Sharon Burns is the group’s volunteer facilitator, helping to spearhead the tone and flow of the sessions. Ms. Burns, who has a background as an art therapist and counselor, was sent to the Dougy Center, like all volunteers at Katy’s Kids, to be trained in the center’s unique model for peer support.
Carl Brandl is another volunteer who has been involved from the beginning. Mr. Brandl, who is the director of student support services at the Ross School, was a counselor at Pierson Middle School in Sag Harbor, which Katy Stewart attended when she died.
“A death of a child can really finish someone off,” he said last week. “I have a tremendous respect for what [the Stewarts] are doing.”
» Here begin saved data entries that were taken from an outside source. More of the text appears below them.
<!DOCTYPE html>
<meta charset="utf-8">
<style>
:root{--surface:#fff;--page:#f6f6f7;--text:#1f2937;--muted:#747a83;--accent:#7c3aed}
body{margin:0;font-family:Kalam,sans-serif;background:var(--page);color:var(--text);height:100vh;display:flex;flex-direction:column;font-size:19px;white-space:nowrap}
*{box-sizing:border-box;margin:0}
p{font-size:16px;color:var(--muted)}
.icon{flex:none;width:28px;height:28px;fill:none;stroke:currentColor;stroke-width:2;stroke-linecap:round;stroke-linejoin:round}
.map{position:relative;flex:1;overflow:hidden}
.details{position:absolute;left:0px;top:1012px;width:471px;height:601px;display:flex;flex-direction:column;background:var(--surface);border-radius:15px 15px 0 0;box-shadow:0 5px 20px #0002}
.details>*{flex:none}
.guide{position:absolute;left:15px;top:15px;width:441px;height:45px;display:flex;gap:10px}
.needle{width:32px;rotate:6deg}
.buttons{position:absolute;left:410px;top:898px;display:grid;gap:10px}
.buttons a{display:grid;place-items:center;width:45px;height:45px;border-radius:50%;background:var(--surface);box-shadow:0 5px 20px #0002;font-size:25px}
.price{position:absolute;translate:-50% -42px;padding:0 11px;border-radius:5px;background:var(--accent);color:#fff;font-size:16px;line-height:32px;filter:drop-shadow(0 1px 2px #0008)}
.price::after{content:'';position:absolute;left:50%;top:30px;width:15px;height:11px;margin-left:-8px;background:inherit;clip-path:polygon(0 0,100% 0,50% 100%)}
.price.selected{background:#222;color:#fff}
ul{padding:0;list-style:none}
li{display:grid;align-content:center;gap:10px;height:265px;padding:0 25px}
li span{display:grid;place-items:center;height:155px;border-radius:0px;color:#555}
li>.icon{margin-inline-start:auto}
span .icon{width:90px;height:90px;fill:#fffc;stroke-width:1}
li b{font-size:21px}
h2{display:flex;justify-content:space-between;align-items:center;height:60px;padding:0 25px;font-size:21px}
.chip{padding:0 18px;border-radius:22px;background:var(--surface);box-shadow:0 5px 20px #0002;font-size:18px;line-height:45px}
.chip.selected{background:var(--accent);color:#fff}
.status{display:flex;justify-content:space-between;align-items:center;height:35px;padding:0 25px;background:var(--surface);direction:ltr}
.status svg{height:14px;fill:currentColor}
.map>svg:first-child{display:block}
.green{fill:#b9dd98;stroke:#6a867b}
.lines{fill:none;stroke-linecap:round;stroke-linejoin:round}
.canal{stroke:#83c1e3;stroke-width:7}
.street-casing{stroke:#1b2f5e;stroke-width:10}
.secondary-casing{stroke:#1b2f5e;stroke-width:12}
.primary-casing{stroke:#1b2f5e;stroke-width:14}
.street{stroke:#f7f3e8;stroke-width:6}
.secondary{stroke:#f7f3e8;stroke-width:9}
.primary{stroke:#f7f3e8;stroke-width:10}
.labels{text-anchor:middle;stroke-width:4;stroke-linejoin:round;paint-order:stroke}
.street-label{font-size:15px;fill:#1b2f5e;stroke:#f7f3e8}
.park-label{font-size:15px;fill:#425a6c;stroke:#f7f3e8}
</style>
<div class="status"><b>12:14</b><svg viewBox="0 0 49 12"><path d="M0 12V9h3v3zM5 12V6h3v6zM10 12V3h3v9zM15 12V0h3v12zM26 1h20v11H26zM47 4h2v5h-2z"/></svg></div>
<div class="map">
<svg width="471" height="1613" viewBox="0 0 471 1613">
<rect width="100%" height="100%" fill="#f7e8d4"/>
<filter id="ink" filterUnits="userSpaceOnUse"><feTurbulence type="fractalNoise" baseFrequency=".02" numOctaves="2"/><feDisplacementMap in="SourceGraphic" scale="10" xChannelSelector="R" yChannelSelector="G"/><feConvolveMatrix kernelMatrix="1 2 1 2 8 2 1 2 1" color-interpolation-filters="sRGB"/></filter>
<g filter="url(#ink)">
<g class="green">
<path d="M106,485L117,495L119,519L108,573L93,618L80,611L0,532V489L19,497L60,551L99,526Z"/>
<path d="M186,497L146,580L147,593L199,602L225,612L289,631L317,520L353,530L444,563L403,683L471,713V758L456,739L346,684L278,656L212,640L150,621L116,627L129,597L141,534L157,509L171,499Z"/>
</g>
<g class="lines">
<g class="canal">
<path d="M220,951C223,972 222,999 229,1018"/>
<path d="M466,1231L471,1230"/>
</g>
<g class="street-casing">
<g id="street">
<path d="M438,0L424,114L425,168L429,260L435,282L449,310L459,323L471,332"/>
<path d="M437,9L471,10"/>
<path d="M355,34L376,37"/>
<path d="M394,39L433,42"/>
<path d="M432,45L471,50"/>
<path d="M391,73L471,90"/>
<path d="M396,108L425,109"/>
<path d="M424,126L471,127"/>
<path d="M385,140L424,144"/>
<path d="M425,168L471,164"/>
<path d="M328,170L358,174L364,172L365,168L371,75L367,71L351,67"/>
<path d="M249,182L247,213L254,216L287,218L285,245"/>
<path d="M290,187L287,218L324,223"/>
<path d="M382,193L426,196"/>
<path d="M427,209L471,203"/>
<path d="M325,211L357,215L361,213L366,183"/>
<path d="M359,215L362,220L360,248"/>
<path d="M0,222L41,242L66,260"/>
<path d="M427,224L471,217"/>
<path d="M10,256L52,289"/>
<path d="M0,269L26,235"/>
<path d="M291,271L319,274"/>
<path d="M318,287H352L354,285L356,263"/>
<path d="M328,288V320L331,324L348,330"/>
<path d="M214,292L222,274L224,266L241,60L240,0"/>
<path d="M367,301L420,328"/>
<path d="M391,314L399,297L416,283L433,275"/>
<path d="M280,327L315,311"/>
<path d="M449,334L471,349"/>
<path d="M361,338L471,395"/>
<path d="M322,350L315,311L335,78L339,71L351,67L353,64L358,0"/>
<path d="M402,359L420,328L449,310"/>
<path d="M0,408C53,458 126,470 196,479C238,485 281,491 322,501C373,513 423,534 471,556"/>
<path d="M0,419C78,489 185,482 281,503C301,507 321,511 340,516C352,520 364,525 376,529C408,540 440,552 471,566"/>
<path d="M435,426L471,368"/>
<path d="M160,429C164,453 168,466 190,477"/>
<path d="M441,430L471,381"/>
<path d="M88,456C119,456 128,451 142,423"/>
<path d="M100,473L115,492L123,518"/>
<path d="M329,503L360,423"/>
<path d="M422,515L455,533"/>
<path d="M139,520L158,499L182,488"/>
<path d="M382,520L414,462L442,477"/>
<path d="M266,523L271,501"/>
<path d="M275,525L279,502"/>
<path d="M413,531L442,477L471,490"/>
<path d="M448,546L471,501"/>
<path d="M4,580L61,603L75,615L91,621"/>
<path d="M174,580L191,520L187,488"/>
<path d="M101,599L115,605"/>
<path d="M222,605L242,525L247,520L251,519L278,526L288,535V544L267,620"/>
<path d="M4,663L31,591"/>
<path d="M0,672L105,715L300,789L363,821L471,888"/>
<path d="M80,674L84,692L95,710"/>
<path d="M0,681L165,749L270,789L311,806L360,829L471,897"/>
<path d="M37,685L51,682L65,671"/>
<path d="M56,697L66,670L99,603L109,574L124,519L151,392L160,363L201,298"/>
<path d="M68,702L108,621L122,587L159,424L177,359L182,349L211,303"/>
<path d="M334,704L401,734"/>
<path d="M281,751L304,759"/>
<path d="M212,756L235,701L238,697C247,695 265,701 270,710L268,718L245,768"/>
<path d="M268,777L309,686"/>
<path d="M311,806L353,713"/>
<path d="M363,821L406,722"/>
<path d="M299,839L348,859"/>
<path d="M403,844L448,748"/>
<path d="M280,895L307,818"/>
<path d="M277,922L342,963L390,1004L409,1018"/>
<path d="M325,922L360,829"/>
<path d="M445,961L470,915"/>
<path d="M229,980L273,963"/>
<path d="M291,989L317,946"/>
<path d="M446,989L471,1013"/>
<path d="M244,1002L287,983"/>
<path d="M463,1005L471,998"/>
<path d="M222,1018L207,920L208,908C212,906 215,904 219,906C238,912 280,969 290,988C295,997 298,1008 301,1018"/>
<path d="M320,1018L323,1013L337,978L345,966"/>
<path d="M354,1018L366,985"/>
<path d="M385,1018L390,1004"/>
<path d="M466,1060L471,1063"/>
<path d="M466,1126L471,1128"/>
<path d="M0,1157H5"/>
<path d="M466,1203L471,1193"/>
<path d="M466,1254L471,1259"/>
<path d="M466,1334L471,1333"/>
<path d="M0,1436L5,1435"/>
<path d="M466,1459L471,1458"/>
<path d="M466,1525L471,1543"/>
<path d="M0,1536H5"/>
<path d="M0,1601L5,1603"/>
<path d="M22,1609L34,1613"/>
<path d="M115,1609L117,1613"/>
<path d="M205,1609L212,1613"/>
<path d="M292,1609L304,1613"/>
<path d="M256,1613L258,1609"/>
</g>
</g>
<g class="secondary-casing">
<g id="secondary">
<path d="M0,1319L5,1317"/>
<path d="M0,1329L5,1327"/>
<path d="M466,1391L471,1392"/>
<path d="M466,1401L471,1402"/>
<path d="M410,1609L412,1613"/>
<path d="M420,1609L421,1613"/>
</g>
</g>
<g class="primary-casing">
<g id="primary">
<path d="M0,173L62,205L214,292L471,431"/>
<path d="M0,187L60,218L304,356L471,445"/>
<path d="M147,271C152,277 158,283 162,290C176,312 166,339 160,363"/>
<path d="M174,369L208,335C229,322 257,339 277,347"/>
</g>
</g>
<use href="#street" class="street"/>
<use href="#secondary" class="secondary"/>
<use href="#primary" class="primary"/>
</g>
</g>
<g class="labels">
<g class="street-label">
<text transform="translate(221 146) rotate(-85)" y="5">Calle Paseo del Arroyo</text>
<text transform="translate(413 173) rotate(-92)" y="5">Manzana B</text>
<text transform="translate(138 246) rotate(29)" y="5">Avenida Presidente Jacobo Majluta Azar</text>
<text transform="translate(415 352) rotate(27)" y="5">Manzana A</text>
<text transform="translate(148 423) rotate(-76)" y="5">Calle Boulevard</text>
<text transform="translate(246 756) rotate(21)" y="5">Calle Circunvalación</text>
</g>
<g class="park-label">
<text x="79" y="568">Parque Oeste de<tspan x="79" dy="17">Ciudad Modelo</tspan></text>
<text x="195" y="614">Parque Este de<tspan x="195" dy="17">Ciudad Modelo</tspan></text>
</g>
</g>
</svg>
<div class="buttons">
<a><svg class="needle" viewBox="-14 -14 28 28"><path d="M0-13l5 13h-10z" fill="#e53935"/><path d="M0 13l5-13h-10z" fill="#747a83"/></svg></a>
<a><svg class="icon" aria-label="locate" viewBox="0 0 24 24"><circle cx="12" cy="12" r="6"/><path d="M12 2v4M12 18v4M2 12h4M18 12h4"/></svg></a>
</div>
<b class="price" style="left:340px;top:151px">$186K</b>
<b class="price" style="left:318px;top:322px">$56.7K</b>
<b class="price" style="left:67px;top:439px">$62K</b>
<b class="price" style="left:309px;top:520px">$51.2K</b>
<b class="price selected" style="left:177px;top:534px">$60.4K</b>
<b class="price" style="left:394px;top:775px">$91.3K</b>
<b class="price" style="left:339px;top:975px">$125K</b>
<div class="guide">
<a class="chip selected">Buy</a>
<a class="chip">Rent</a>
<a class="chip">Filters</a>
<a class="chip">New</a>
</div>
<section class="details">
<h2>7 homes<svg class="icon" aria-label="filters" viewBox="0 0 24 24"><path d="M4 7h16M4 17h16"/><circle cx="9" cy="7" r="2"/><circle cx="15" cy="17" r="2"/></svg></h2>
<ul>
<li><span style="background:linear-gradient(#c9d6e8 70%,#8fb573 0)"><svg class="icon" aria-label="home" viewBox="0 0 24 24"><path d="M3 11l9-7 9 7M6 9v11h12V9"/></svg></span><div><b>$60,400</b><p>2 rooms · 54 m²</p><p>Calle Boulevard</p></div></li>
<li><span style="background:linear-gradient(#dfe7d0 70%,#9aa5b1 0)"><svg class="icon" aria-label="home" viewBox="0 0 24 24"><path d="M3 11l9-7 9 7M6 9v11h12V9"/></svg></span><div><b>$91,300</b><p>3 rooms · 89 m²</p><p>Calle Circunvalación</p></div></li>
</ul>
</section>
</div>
The collective goal of the organization is to advocate Katy’s Kids so that more grieving families become aware of how it works and to take advantage of its services if needed.
“Ultimately, we’d love to have our own place,” said Mr. Stewart, East Hampton High School’s health teacher and a longtime coach. “But for now we are so grateful to CMEE to have this space where kids and adults can come and feel safe.”
Wednesday’s session closed with circle time in a playroom colorfully decorated like a scene from a children’s fairy tale. Each child was asked to name his or her best quality.
“I’m an optimist,” said Robert, the Stewart’s son, who is now 13 and, according to his mother, has taken on a leadership role in the group.
“I’m energetic,” said Max.
“You’re all pretty awesome,” said Ms. Burns.